3. It is, in like manner, frequently expressed by coming unto Christ: “Come unto me, all ye that labour,” Matt. xi. 28. See John vi. 35, 37, 45, 65; vii. 37. To come unto Christ for life and salvation, is to believe on him unto the justification of life; but no other grace or duty is a coming unto Christ: and therefore have they no place in justification. He who has been convinced of sin, who has been wearied with the burden of it, who has really designed to fly from the wrath to come, and has heard the voice of Christ in the gospel inviting him to come unto him for help and relief, will tell you that this coming unto Christ consists in a man’s going out of himself, in a complete renunciation of all his own duties and righteousness, and betaking himself with all his trust and confidence unto Christ alone, and his righteousness, for pardon of sin, acceptation with God, and a right unto the heavenly inheritance. It may be some will say this is not believing, but canting; be it so: we refer the judgment of it to the church of God.

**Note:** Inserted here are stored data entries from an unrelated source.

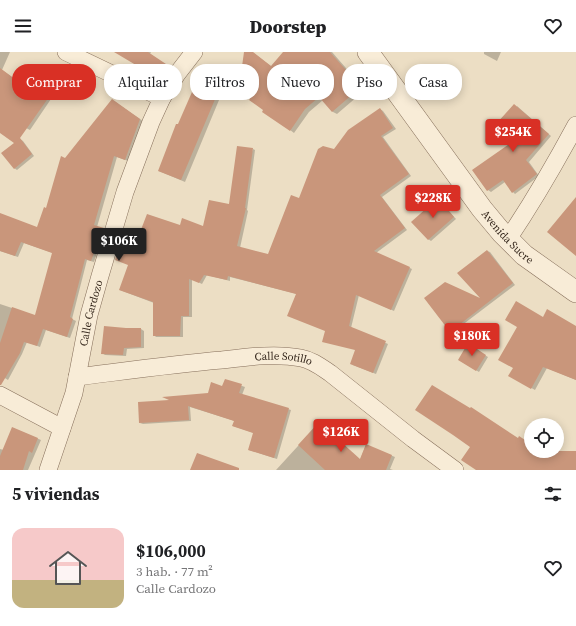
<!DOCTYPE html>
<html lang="es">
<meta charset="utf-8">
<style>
:root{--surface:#fff;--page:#f2f2f2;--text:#202124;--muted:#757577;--accent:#d93025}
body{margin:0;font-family:"Source Serif 4",serif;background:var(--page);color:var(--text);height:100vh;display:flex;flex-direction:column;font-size:15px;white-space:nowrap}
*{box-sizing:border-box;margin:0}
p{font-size:13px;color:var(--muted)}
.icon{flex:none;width:22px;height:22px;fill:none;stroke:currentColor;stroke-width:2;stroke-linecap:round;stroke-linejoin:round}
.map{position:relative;height:418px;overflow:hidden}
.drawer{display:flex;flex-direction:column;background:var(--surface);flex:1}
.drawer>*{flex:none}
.guide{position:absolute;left:12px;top:12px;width:552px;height:36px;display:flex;gap:8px}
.fabs{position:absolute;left:524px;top:366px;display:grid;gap:8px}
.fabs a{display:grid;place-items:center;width:40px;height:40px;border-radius:50%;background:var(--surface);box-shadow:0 2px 10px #0003;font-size:20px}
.price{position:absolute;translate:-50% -34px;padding:0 9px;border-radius:4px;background:var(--accent);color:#fff;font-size:13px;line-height:26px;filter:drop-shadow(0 1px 2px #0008)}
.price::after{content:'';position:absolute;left:50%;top:24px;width:12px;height:9px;margin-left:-6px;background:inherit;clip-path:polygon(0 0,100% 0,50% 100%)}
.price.active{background:#222;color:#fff}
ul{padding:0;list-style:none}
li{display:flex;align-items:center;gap:12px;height:100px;padding:0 12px}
li span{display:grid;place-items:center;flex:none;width:112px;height:80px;border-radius:12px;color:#555}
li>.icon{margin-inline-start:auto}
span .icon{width:48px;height:48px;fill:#fffc;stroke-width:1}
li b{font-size:17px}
h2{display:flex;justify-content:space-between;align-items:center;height:48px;padding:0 12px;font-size:17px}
.pill{padding:0 14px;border-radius:16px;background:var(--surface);box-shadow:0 2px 10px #0003;font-size:14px;line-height:36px}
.pill.active{background:var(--accent);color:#fff}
header{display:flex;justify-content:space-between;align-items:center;height:52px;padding:0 12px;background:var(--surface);font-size:18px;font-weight:800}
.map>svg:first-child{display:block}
.shadow{fill:#0003}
.building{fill:#c9967b}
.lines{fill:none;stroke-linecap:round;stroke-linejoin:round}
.minor-casing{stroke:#866f5b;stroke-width:18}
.tertiary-casing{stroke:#866f5b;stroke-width:22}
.minor{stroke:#f8ecd7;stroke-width:17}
.tertiary{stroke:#f8ecd7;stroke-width:21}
.labels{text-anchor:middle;stroke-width:3.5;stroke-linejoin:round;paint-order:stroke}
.street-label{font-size:11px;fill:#37291e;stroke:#f4e8d3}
</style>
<header><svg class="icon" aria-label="menu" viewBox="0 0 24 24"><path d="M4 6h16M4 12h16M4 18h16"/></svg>Doorstep<svg class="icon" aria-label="heart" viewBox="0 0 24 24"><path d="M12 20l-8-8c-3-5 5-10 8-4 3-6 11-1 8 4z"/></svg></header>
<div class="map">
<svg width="576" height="418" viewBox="0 0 576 418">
<rect width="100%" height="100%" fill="#ecdec4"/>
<path class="shadow" d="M0 0H10L2 18 24 34 29 31 51 47 30 78 12 69 0 79Z
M121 0H151L150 2 170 16 162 27 119 2Z
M245 0H252L272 15 284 0H332L365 38 337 62 333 60 323 48 309 60 294 81 264 58 252 45Z
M484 0H501L497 9 484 2Z
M220 34 224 36 185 130 159 119 179 74Z
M115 50 143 69 128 109 117 105 97 175 106 179 99 202 97 201 94 210 87 208 72 267 76 269 70 286 46 278 40 295 27 290 22 302 8 328 0 323V252L36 264 53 201 24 191 18 205 0 199V162L38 176 47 157 66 107Z
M517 54 551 84 529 110 539 124 515 142 513 140 505 130 491 140 488 138 474 119 517 88Z
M380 57 383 59 396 77 383 85 411 124 382 145 407 178 376 201 412 217 394 259 359 243 351 276 388 292 376 322 353 313 356 298 326 279 297 242 230 225V229L207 223 202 232 192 227V265H183V285H156L154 283V251L120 238 138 190 204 175 230 154 253 97 255 98 247 158 248 159 240 196 269 203 299 148 334 98Z
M20 87 23 89 34 104 17 118 14 116Z
M438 147 456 167 431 189 428 187Z
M487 199 490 200 515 233 453 280 450 279 484 249Z
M543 266 576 277V328L547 316 535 338 510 324Z
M126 277H141L144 279V296L127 297 126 304 105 303 102 301Z
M468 293 488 305 479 320 459 308Z
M225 328 245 335 242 343 291 358 277 407 249 398 254 381 233 374 235 369 190 355 191 369 143 372 140 371 172 348 208 342 223 335Z
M319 371 360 408 366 393 395 405 390 417 393 418H276Z
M13 376 41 388 28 418H0V397L4 398Z"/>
<path class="building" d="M114 0H148L166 12 156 25Z
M244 0H253L271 14 283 0H330L361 35 332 60 319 45 305 57 290 79 262 60 263 58 249 48 251 45 239 36Z
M0 16 23 33 26 28 49 45 20 86 32 102 14 117 1 101 14 91 0 81Z
M199 24 221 33 181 128 158 119 176 72H178Z
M112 47 140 67 125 108 114 104 94 173 104 176 96 201H94L91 209 85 207 70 265 73 267 67 285 43 277 37 294 24 290 20 301 1 333H0V291L12 255 35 263 52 201 21 190 15 204 0 199V161L37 175 44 155 46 156 61 104 65 106Z
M514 52 549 82 526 108 537 122 512 141 503 128 487 139 472 118 515 88 496 72Z
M380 56 393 76 381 84 409 122 380 143 405 176 374 199 410 215 391 258 356 243 349 274 386 289 373 321 350 312 355 298 322 290 325 279 287 264 296 242 228 224 227 228 204 223 199 231 189 227V264H181L180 284H153V250L119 238 128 213 115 208 123 183 137 188 147 162 180 173 182 166 203 174 209 148 229 152 237 94 253 96 245 156H246L237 194 268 202 291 143 299 146 318 97 323 94 334 97 348 78Z
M576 145V204L547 180Z
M438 146 454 165 428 188 411 170Z
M487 198 513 231 450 280 424 246 445 230 480 246 457 221Z
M516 249 543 265 547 257 576 274V328L543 315 531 337 508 324 513 316 498 308 517 275 505 268Z
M104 274 126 276H141V295L124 296 123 303 101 302Z
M468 291 486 303 476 319 458 308Z
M225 327 242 332 239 341 289 356 274 406 248 398 253 381 232 374 234 369 188 354 189 368 139 371 138 350 169 348 162 345 208 341 211 330 222 334Z
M432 333 470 356 471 355 518 386 519 384 531 392V399H576V418H476L461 408 470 395 453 383 415 358Z
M319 370 360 407 366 392 392 403 386 418H325L298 393Z
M12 375 38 386 32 401 29 399 23 418H0V404Z
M197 401 239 416V418H190Z"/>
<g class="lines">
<defs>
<g id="minor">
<path d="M66 0 162 46"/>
<path d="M508 187C533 150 555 112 576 73"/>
<path id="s1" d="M77 325C125 319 174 312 222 308 247 305 276 301 301 306 312 308 321 315 330 321L413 387 455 418"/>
<path d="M0 343 62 376"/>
<path id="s2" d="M48 418 74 341 89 263 100 224 125 140 151 70 162 46 177 22 194 0"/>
</g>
<g id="tertiary">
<path id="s3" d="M368 0 482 157 502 181 524 203 576 240"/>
</g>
</defs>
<use href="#minor" class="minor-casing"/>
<use href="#tertiary" class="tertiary-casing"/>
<use href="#minor" class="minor"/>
<use href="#tertiary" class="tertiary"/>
</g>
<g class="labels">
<g class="street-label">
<text dy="4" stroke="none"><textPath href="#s3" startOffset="232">Avenida Sucre</textPath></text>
<text dy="4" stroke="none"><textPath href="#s2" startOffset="163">Calle Cardozo</textPath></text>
<text dy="4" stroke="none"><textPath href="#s1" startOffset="208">Calle Sotillo</textPath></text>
</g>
</g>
</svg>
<div class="fabs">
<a><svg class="icon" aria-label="locate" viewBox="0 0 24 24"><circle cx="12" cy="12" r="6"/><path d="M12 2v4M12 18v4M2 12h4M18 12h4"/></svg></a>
</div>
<b class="price" style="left:513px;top:101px">$254K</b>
<b class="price" style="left:433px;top:167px">$228K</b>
<b class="price active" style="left:119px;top:210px">$106K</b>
<b class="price" style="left:472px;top:305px">$180K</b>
<b class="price" style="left:341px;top:401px">$126K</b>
<div class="guide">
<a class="pill active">Comprar</a>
<a class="pill">Alquilar</a>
<a class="pill">Filtros</a>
<a class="pill">Nuevo</a>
<a class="pill">Piso</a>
<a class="pill">Casa</a>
</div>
</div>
<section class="drawer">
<h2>5 viviendas<svg class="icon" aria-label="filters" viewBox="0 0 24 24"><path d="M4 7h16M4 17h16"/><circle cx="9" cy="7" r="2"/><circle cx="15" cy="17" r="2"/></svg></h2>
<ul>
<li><span style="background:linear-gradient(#f6c9c9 65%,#c2b280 0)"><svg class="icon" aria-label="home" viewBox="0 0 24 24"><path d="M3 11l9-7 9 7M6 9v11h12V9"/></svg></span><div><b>$106,000</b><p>3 hab. · 77 m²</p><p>Calle Cardozo</p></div><svg class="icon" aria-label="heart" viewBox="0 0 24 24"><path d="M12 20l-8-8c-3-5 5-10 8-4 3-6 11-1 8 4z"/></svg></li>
</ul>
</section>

4. It is expressed by fleeing for refuge: Heb. vi. 18, “Who have fled for refuge, to lay hold on the hope set before us.” [See] Prov. xviii. 10. Hence some have defined faith to be “perfugium animæ,” the flight of the soul unto Christ for deliverance from sin and misery. And much light is given unto the understanding of the thing intended thereby. For herein it is supposed that he who believes is antecedently thereunto convinced of his lost condition, and that if he abide therein he must perish eternally; that he has nothing of himself whereby he may be delivered from it; that he must betake himself unto somewhat else for relief; that unto this end he considers Christ as set before him, and proposed unto him in the promise of the gospel; that he judges this to be a holy, a safe way, for his deliverance and acceptance with God, as that which has the characters of all divine excellencies upon it: hereon he flees unto it for refuge, that is, with diligence and speed, that he perish not in his present condition; he betakes himself unto it by placing his whole trust and affiance thereon. And the whole nature of our justification by Christ is better declared hereby, unto the supernatural sense and experience of believers, than by a hundred philosophical disputations about it.

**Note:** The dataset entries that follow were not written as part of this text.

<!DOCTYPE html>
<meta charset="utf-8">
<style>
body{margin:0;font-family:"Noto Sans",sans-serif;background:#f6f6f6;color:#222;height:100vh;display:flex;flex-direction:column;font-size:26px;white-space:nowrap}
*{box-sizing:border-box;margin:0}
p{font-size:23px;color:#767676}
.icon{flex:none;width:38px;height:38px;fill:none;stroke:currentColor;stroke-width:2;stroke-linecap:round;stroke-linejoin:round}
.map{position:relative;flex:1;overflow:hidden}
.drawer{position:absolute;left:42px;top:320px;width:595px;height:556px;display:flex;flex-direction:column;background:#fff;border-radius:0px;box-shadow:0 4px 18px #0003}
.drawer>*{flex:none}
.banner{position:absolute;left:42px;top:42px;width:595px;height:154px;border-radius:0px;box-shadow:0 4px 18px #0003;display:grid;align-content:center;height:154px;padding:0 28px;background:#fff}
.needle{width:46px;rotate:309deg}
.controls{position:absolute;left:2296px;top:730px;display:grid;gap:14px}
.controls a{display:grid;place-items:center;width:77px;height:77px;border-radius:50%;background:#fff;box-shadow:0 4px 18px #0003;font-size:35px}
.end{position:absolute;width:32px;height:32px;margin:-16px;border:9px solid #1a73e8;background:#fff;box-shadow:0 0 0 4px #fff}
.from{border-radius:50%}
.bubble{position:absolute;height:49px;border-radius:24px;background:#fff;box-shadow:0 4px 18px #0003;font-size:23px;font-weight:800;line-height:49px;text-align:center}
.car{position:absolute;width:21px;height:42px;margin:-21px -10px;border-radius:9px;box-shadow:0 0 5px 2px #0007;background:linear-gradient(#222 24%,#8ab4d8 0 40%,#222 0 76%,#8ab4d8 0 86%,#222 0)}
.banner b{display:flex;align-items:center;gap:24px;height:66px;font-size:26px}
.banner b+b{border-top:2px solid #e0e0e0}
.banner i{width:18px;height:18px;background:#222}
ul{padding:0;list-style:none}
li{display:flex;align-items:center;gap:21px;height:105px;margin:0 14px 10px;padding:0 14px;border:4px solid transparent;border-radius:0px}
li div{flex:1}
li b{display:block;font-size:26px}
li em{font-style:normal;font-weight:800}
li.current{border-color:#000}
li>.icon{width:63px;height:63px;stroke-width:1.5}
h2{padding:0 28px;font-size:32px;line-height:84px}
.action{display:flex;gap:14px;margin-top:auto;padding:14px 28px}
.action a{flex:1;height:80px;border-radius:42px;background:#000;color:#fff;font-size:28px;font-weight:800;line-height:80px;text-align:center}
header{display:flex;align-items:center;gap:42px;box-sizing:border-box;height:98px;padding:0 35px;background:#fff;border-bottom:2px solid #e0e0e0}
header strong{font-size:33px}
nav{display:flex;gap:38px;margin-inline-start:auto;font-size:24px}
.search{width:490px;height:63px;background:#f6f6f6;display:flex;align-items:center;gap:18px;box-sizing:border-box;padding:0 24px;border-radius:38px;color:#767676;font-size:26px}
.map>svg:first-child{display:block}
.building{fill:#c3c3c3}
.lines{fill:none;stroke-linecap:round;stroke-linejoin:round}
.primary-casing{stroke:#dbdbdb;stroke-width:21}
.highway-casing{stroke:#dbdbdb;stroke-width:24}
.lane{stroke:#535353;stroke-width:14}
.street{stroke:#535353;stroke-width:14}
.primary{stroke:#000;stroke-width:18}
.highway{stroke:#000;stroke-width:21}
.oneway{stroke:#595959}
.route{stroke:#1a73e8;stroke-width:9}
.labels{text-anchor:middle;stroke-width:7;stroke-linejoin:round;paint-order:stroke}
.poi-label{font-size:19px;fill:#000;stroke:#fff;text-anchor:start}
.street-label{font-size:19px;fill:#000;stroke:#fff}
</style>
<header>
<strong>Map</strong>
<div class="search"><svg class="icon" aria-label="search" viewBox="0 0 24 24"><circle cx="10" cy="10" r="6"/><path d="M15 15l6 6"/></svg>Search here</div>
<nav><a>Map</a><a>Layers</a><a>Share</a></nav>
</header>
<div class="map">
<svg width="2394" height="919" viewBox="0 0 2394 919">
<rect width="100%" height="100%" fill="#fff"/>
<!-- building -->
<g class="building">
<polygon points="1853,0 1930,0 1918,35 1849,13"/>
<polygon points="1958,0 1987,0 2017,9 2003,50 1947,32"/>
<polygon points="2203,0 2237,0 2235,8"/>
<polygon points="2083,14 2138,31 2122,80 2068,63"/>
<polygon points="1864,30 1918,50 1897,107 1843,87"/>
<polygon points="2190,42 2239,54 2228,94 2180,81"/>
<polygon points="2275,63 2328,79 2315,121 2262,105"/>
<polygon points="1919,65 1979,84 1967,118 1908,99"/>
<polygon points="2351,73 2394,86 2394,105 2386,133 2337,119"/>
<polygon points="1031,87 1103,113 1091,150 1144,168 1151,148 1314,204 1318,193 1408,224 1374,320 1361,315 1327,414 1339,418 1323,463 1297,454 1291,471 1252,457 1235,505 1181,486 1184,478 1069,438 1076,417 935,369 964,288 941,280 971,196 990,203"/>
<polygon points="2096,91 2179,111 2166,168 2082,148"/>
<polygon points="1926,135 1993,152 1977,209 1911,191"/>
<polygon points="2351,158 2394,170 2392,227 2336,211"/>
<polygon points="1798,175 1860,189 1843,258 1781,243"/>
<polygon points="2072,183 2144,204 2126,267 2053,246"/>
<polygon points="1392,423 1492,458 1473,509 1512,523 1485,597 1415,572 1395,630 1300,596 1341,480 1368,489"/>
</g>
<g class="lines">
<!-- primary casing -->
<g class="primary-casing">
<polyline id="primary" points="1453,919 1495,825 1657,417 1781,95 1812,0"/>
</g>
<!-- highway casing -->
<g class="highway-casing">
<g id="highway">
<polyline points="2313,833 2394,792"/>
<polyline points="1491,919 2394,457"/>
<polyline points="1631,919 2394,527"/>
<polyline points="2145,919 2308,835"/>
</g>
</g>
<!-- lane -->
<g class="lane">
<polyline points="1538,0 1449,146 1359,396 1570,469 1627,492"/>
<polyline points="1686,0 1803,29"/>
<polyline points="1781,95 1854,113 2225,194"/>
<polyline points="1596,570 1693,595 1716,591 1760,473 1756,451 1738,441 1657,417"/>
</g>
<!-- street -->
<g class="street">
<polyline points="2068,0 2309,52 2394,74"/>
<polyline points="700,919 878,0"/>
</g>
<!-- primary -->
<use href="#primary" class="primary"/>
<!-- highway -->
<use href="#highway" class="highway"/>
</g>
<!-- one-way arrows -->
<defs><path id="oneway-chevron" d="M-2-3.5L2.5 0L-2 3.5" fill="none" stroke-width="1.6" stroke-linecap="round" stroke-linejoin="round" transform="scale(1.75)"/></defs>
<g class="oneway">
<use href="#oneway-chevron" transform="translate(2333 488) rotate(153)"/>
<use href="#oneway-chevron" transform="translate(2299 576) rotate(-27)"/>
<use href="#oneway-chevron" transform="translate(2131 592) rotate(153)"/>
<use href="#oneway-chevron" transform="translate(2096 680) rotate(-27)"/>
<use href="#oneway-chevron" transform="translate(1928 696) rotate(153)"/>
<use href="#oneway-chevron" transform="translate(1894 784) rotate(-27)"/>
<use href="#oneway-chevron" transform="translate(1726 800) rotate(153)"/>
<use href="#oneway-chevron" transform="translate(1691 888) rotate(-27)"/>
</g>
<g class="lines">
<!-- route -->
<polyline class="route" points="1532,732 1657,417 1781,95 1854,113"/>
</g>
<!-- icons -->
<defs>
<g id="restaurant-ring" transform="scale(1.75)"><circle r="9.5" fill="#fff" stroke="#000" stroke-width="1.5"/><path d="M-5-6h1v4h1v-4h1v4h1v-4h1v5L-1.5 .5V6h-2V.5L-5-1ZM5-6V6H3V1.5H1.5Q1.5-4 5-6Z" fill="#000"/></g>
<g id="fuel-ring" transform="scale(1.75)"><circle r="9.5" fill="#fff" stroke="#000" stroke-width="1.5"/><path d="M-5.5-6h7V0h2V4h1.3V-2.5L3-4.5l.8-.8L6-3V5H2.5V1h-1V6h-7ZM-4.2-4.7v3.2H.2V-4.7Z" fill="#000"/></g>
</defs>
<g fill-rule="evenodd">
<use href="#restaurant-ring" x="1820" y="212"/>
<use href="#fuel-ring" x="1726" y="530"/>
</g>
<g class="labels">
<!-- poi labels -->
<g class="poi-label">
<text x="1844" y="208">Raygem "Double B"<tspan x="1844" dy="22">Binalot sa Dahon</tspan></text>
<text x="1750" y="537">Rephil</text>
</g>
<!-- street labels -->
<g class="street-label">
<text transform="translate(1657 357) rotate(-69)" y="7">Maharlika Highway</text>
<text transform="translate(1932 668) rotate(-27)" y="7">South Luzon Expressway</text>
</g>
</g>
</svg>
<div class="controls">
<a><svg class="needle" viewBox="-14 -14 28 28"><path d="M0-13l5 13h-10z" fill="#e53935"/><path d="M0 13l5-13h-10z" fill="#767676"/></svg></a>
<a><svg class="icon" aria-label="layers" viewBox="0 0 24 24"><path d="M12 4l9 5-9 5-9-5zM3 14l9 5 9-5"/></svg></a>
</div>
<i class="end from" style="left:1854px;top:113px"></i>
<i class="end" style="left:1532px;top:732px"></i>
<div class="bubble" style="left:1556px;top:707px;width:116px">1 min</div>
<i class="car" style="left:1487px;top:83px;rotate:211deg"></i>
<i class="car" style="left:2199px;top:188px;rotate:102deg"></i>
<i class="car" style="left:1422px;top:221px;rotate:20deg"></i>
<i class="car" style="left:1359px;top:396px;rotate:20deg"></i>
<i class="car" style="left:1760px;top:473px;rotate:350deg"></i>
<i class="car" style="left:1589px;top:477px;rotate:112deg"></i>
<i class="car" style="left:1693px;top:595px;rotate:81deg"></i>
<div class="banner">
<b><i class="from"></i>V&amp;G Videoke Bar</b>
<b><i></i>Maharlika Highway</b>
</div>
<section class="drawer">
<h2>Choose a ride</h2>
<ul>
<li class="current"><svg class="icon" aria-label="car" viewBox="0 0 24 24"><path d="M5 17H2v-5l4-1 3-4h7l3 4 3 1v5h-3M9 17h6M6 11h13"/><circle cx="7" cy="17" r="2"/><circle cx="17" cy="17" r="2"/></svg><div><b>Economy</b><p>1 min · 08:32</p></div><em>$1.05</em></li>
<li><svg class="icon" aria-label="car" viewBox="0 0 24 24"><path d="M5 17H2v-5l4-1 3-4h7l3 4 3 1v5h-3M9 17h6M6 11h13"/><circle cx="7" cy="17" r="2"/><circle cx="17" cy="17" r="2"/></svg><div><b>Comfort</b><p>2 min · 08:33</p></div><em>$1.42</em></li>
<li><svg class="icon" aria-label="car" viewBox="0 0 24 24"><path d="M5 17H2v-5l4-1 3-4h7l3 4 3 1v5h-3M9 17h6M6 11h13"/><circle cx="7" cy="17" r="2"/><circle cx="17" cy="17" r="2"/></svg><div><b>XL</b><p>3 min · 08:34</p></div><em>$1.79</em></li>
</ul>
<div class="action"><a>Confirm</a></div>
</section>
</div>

5. The terms and notions by which it is expressed under the Old Testament are, leaning on God, Mic. iii. 11; or Christ, Cant. viii. 5; – rolling or casting ourselves and our burden on the Lord, Ps. xxii. 8, [margin,] xxxvii. 5 – (the wisdom of the Holy Ghost in which expressions has by some been profanely derided); – resting on God, or in him, 2 Chron. xiv. 11; Ps. xxxvii. 7; – cleaving, trusting, hoping, and waiting, in places innumerable. And it may be observed, that those who acted faith as it is thus expressed, do everywhere declare themselves to be lost, hopeless, helpless, desolate, poor, orphans; whereon they place all their hope and expectation on God alone. unto the Lord, Deut. iv. 4; Acts xi. 23; as also by

All that I would infer from these things is, that the faith whereby we believe unto the justification of life, or which is required of us in a way of duty that we may be justified, is such an act of the whole soul whereby convinced sinners do wholly go out of themselves to rest upon God in Christ for mercy, pardon, life, righteousness, and salvation, with an acquiescence of heart therein; which is the whole of the truth pleaded for.